Now instead of having all movies on single machine, let's say you distributed the movies - 50 movies on laptop A and 50 movies on laptop B. This is where Distributed term comes into picture, 50% of your data is residing on one machine and 50% on another.
Now let's say you were worried that any of the laptop can malfunction and you will lose your movies so you took the backup of movies. Backup of 50 movies which were present on laptop A on laptop B and similarly backup of 50 movies which were present on laptop B on laptop A. This is where the term Resilient or Fault-tolerant comes into picture, dictionary meaning of resilient is to withstand or recover quickly from difficult conditions and basically backup of your movies makes sure that you can recover data anytime from another machine (so called node) if system malfunctions.
Number of times you create the backup or replicate the data into another machine for recovery is also called as replication factor. In above case replication factor was one, as you replicated the data once.
In real life scenarios you will encounter huge amount of data (like movies data in above example) distributed across thousands of worker nodes (like laptop in above example) combination of which is called a cluster with higher replication factors (in above example it was just 1) in order to maintain fault tolerant system.
Basic facts about Spark RDDs
Resilient Distributed Datasets (RDDs) are basically an immutable collection of elements which is used as fundamental data structure in Apache Spark.

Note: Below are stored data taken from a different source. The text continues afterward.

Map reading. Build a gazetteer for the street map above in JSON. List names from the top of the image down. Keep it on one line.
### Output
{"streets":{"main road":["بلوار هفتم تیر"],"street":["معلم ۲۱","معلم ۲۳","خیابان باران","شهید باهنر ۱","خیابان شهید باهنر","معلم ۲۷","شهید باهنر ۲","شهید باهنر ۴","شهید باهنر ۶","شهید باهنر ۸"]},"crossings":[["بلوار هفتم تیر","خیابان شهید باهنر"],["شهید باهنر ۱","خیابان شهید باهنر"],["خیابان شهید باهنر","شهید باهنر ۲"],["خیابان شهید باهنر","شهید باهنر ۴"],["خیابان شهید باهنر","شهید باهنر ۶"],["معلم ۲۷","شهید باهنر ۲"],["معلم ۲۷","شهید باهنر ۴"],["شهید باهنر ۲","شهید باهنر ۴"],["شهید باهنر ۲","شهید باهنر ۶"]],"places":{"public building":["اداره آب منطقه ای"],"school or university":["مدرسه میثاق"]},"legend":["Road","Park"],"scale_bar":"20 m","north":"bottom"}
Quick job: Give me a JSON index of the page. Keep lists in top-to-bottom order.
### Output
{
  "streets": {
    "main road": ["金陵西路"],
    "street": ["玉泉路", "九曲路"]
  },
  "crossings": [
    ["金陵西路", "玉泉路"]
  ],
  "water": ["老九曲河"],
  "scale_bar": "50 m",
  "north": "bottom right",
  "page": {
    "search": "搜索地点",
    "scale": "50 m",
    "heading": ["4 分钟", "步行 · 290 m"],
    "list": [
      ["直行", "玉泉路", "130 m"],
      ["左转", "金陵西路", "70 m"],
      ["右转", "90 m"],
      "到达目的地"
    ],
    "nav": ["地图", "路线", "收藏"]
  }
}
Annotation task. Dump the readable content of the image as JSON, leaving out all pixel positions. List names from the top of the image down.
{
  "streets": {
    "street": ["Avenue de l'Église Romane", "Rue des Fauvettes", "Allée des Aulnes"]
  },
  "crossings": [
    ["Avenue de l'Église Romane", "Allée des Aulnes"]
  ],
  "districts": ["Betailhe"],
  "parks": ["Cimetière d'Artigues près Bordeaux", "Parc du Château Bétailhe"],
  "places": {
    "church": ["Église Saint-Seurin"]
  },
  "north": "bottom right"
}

You can create RDDs by two methods - Parallelize collection & referencing external datasets.
RDDs are immutable i.e. read only data structures so you can't change original RDD. But you can always create a new one.
RDDs supports two types of Spark operations - Transformations & Actions.
Parallelize collection
scala> sc.parallelize(1 to 10 by 2)
res8: org.apache.spark.rdd.RDD[Int] = ParallelCollectionRDD[4] at parallelize at <console>:25
Referencing a dataset
scala> val dataFile = sc.textFile("/testdata/MountEverest.txt")
dataFile: org.apache.spark.rdd.RDD[String] = /testdata/MountEverest.txt
See - How to create a RDD?
Spark Transformations & Actions
In Spark, Transformations are functions that produces new RDD from an existing RDD. When you need actual data from a RDD, you need to apply actions. Below is the list of common transformations supported by Spark.
But before that, those who are new to programming..
You will be using lambda functions or sometimes called anonymous functions to pass through these Spark transformations. So you should have basic understanding of lambda functions.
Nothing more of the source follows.